While you may have come to believe that Android and iOS are on similar playing fields when it comes to mobile devices, recent reports have found that globally, Android makes up 85% of the market share. Not only does this mean that building a cross-platform app is now a necessity, but focusing on Android application development can set you apart and even become a competitive advantage.

Unfortunately, most non-developers aren’t even sure where to begin with Android application development, much less build their own project from the ground up. Thankfully, we know what it takes to get started with Android and build the best possible application for your end-users. All you need is a nudge in the right direction, so let’s get started.

android application development

Tools you will need

The first, and arguably most important part of developing an app, is choosing the right tools for the job. When it comes to Android application development, there are a couple of different options. First, and most obviously, you will need to download and familiarize yourself with Android Studio, Google’s integrated development environment. Like other IDEs, Studio allows developers to lay out their UI and check their code.

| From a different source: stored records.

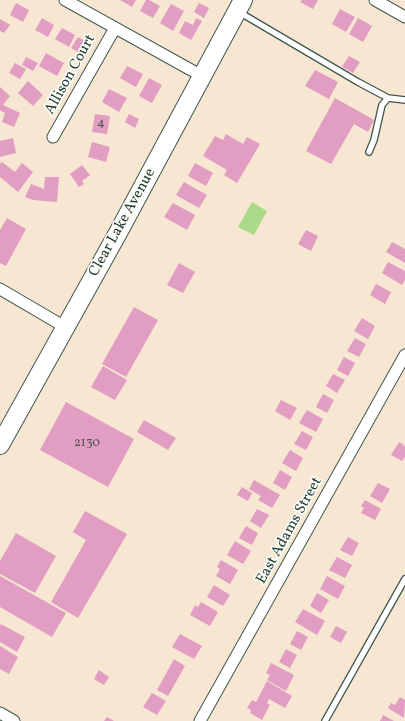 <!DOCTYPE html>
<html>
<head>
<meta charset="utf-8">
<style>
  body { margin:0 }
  canvas { display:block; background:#f7e6d1 }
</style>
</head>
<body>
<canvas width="405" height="721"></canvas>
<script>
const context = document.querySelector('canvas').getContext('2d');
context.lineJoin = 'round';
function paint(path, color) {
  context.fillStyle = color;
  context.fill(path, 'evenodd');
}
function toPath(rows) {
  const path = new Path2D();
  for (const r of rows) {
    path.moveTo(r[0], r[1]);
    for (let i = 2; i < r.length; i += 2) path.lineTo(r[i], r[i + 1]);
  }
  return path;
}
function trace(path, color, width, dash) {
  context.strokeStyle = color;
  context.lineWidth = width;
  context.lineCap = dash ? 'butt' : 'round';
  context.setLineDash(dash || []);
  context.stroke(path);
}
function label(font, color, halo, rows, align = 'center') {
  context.font = font + ' Vollkorn,serif';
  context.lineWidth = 3.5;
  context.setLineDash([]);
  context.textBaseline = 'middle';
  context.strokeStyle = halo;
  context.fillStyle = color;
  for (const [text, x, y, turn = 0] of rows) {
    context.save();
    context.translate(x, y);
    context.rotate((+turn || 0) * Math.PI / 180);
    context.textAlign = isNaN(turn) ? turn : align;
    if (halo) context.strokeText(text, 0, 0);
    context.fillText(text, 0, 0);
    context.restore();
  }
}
const green = toPath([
  [252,202,267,211,254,235,238,227]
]);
const building = toPath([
  [120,0,136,0,132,7],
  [146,0,149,0,160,6,153,18,140,11],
  [302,0,318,0,313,9,300,2],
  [16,3,29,10,23,22,10,15],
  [199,3,209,8,204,18,194,12],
  [171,4,184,11,173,31,160,23],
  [340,9,355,17,346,32,332,24],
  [42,18,54,25,48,37,35,30],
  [196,18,202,21,191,40,179,33,185,21,193,25],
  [358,18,372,26,363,42,349,34],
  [0,19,10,25,4,33,0,31],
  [62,28,75,35,69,47,55,39],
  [78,37,85,41,79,53,71,48],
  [46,53,64,63,57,76,39,66],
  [349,56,360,62,353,73,342,67],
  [26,57,38,63,33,71,22,65],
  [15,63,26,69,20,79,9,73],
  [127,66,143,74,136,87,120,78],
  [315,70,338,82,329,99,305,86],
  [149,78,162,85,152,103,139,96],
  [28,81,43,95,33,106,18,93],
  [0,87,10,96,3,105,20,113,14,127,2,122,5,113,0,110],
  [109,89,127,98,119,112,102,102],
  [335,98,374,120,368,132,354,124,331,164,306,151],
  [95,114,110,116,107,134,92,132],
  [129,114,139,119,135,128,125,122],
  [226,134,243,144,247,137,260,144,237,183,224,175,227,170,203,156,215,136,223,140],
  [13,138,16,153,0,157,0,141],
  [92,142,110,147,106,162,88,157],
  [2,162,15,172,22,163,33,172,18,192,0,177,0,164],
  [195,163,213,173,206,186,188,176],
  [82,165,90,175,82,181,84,184,79,187,70,174],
  [45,177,59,177,57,202,33,200,25,197,31,184,44,189],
  [184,182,207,195,199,208,176,195],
  [173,203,195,215,187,230,164,217],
  [7,218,26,229,6,266,0,263,0,230],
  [306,230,318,236,311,251,298,244],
  [392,242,405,249,405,263,386,252],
  [388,262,405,271,405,280,402,285,382,273],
  [179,263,195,272,183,293,167,285],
  [376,284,391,292,385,304,370,295],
  [134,307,158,320,126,377,102,364],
  [362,318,375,326,368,339,354,331],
  [355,338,366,344,359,357,347,351],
  [344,357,355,363,348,376,337,370],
  [103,366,127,380,115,400,91,387],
  [333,374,345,380,337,393,326,386],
  [323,394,334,400,327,413,316,407],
  [281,400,297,408,290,420,275,411],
  [66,402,134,439,108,487,40,450],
  [307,410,323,419,316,432,299,423],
  [144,420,176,438,168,450,137,432],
  [302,431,313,437,306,450,294,444],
  [399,442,405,446,405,457,402,461,391,455],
  [290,450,303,458,296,471,282,463],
  [280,470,292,477,285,490,273,483],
  [254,480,280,495,272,508,258,500,261,496,249,489],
  [378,483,390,489,382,503,370,496],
  [242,487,252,493,248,501,237,495],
  [365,500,381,509,375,520,361,513,364,508,361,506],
  [257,509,269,515,261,528,250,521],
  [85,511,127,534,78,618,51,602,86,540,73,532],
  [246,526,258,533,252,545,239,538],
  [16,533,56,556,35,593,0,574,0,561],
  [348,537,359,543,352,556,340,550],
  [235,541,251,551,243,564,227,555],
  [337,557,352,565,345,578,329,570],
  [221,560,238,570,230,584,216,576,220,569,217,567],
  [0,576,66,613,52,637,0,607],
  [327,576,345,586,338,599,320,589],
  [214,585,230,595,223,606,207,597],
  [317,593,329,600,321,613,310,606],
  [201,602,218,612,210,626,190,615,195,605,198,607],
  [303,609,325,621,317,635,295,622],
  [1,624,25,637,17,652,0,642,0,626],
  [336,626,347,632,341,643,330,637],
  [297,631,308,637,301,650,290,644],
  [180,634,202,646,194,659,172,647],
  [0,646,18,657,9,674,0,669],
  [286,649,297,655,290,668,279,662],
  [174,659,185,666,168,696,157,690],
  [271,663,294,675,286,691,267,680,270,675,266,673],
  [99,670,109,677,104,685,94,679],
  [267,681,292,696,285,708,269,699,267,703,270,705,262,720,250,713,251,710,247,708,252,700,256,702],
  [152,693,166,701,157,715,143,707],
  [400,697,405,700,404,718,388,708,391,703,395,705],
  [383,715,394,721,380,721],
  [107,717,114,721,104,721]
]);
const service = toPath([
  [239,12,358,82,388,98,405,100],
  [369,152,374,140,382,105,388,98],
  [325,721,405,579]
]);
const minor = toPath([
  [65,0,202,76],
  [375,0,405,17],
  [53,137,115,28],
  [0,289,65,327],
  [0,713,14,721],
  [200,721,405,355]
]);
const primary = toPath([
  [0,445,119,231,243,0]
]);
const numberNames = [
  ["4",101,124],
  ["2130",87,444]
];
const streetNames = [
  ["Allison Court",71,75,-61],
  ["Clear Lake Avenue",123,223,-61],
  ["East Adams Street",290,531,-61]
];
paint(green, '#aada88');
paint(building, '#e19dc2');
trace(service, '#3f564c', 8);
trace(minor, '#3f564c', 13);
trace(primary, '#3f564c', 20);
trace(service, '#fff', 5.5);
trace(minor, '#fff', 11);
trace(primary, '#fff', 18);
label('13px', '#505558', null, numberNames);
label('15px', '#1f3d34', '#fdfcf7', streetNames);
</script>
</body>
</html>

The best part about working with Android Studio is that it was designed specifically for Android application development. However, another helpful part of Studio is the Android SDK, which provides additional tools you can use, and Android Virtual Device, which is an emulator you can test apps on. With each of these programs in your tool belt, you are well equipped to develop a native Android app.

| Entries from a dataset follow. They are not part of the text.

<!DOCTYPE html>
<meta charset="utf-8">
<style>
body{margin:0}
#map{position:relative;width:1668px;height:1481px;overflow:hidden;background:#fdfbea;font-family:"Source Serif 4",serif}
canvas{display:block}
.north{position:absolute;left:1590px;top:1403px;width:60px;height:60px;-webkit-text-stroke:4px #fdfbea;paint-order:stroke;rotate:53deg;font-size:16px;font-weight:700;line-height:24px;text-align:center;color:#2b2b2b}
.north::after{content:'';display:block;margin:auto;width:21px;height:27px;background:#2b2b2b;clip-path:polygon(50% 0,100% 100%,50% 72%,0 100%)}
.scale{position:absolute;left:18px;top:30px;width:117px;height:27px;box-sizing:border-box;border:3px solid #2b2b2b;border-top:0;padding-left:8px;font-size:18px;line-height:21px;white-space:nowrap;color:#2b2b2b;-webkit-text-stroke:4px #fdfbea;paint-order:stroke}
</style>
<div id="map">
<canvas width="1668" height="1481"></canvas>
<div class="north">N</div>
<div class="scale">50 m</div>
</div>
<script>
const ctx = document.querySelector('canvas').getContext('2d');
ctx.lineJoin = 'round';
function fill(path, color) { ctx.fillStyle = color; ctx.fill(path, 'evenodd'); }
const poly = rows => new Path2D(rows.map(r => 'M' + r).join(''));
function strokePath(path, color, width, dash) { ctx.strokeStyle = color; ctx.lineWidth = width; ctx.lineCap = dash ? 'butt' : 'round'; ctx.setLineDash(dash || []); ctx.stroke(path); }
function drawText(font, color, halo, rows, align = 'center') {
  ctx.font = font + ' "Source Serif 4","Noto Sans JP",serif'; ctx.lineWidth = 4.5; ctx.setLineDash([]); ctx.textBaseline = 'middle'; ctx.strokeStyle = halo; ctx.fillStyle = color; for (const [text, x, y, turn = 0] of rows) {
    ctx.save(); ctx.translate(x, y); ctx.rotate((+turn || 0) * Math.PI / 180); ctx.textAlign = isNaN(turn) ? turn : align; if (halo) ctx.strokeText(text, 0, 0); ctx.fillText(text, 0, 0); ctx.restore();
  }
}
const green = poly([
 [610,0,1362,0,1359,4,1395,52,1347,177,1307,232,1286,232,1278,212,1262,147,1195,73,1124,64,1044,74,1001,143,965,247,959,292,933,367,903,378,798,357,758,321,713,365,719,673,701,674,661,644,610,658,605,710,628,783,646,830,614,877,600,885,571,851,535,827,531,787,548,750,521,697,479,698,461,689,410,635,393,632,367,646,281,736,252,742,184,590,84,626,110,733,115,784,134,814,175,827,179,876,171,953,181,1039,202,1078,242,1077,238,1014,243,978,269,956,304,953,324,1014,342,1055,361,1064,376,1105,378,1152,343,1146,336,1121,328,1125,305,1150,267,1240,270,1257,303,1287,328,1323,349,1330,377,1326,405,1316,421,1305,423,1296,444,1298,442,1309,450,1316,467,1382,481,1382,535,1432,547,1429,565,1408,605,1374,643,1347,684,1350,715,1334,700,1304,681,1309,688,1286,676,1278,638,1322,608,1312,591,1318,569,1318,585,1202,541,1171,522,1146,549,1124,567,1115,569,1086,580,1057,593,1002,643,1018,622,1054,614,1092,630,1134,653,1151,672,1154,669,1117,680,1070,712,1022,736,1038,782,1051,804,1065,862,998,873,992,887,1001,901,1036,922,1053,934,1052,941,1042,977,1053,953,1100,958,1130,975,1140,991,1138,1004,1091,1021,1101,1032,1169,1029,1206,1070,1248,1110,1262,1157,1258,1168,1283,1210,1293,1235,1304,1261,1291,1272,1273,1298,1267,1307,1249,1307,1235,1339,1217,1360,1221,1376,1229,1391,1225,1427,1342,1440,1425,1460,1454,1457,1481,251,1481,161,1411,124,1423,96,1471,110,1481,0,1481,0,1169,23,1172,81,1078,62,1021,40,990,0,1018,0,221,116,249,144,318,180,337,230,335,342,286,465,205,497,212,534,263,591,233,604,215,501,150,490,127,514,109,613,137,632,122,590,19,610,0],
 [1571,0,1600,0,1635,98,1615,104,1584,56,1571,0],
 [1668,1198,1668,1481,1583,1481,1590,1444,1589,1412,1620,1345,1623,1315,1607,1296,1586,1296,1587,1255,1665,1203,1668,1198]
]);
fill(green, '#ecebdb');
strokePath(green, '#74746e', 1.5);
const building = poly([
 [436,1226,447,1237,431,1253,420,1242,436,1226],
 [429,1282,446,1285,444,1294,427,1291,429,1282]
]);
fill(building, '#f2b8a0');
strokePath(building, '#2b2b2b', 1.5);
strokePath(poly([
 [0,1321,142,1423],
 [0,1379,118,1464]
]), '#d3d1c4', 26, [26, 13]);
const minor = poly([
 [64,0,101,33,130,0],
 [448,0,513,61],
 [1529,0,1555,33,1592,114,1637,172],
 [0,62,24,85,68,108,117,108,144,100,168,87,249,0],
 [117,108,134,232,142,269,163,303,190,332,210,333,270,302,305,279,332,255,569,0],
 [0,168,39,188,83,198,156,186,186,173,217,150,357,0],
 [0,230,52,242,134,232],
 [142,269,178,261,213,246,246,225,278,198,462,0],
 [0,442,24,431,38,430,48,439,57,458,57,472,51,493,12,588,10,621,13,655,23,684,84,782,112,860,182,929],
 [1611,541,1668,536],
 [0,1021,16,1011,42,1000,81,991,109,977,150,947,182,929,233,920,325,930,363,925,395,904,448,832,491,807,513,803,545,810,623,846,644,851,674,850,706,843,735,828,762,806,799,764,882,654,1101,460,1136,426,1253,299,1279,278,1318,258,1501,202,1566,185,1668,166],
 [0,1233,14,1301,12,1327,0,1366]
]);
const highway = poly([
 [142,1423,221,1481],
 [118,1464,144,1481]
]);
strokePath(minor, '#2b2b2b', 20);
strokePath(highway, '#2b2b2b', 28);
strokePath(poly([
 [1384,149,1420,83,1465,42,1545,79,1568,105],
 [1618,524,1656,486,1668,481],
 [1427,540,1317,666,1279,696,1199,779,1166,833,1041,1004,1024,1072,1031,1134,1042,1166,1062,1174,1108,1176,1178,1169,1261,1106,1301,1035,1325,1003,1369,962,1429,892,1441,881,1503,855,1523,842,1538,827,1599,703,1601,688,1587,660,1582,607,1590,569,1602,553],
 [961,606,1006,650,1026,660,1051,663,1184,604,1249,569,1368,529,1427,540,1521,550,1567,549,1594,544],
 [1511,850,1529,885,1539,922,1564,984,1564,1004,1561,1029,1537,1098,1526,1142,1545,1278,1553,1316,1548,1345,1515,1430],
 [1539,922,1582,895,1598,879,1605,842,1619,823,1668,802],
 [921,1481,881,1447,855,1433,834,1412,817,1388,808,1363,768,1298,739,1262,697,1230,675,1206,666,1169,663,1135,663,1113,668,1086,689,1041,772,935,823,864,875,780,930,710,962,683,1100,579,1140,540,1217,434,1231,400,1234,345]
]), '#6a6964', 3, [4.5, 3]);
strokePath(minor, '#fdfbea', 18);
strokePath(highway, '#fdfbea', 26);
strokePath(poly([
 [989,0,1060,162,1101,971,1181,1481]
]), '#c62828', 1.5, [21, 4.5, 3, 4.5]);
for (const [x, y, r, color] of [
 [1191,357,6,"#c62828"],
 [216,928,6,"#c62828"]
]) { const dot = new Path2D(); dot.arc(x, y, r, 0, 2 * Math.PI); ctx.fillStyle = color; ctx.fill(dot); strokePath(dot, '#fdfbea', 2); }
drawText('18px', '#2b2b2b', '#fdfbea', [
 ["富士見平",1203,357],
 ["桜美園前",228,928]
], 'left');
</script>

While there are other IDEs for developing Android apps like Eclipse and Basic4Android, Android Studio is far superior. That being said, if for whatever reason you have trouble working with Studio, these alternate programs will get the job done in a pinch.

Skillset requirements

Once you have your tools downloaded and have made yourself familiar with their UI, the next step in the Android development process is honing the skills you will need for a successful project. The first and most important of these skills is the ability to write Java and use their SDK to turn your code into a functioning application.

That being said, there is more than just Java as a skillset requirement for building a robust Android application. You will also need to have a system for integrating APIs and accessing databases that can flush out the functionality of your app. Finally, a firm understanding of Android’s Material Design standards will allow you to build a stellar UX design for your app, setting your product apart.

If you don’t possess these skills yourself, you may need to work with an outsourced mobile app development team. Should this be the case, you may be interested in reviewing our piece on how to choose the right team here.

Brainstorming app ideas

Now that you have the tools and skills you need for your Android application development project the question becomes: what are you going to build? While you will likely have an idea already in mind, the brainstorming part of this process is one of the best times to get creative and try out new ideas to see what works.

With new technologies emerging every day, there’s no doubt you will be able to come up with a few Android app ideas to build. Our advice here is to get your team together and talk through these ideas as a group. Then, take what resonated with everyone the most and run with it. If this idea is then validated by real-world users, you’re heading in the right direction.

Building the MVP

After brainstorming with your team and choosing the app idea you want to pursue, the next step is to build an MVP or Minimal Viable Product. Every MVP will look different, but essentially you will need to lay out each of the functions and features you want your app to have. Then, you narrow down that list to only the essential elements you need to have a functioning app that still provides value to your users.

For this process, we recommend using a product backlog, like in Scrum development, to keep track of everything that needs to be built for the app. Then once the MVP has been built, you will have a list of features you can add in later as you see how users respond and which direction the project goes. This flexibility is just another reason to start with an MVP and walk before you run.

Wireframes

Once all of the features of your MVP are laid out, we need to go back to Android studio and lay out the wireframes for your app. Wireframes are simply prototypes of what your app will look like, broken down into their base elements in order to find the best possible flow for your app. Building these early on and having users test them will save you a lot of time fixing bugs and solving issues in the testing stage later on.

UI and UX

Another part of wireframing that is essential to Android app development is choosing your approach to UI and UX design. Not only have these design methodologies become standard, but providing an exceptional user experience throughout your app is one of the best ways to retain users and build organic user growth. Make this a focus early on with your team to avoid playing catch-up later on.

Providing Value to Users

With an outline of the app created with wireframes and a strategy for UX, the time has come to put your fingers to the keyboard and start actually developing the application. While we don’t have time to go into detail about this process here (check out this blog post for more), all we’ll say is that you should try your best to provide value to the users at every possible point.

So, when you are working with your development team, take time to ponder each feature that you add and each line of code, asking yourself: does this provide value? Does this make the user more or less likely to keep using my software? This sort of thinking is what separates good apps from great ones.

The Path Forward

From here, the rest is in your hands to see the project through. There will come a time for testing, quality assurance, and launching the app, but for now, you have what you need to get started. Our final advice on the path forward is this: never sell yourself short. While you might have begun your Android app development just trying to make another app, who’s to say yours won’t be revolutionary or the next big thing?

Unless you are ready to put your best foot forward, work with an expert team, and do everything you can to set your application apart, why build an app in the first place? We believe that you have the tools to make a difference in this world with your Android application. The question simply becomes: do you?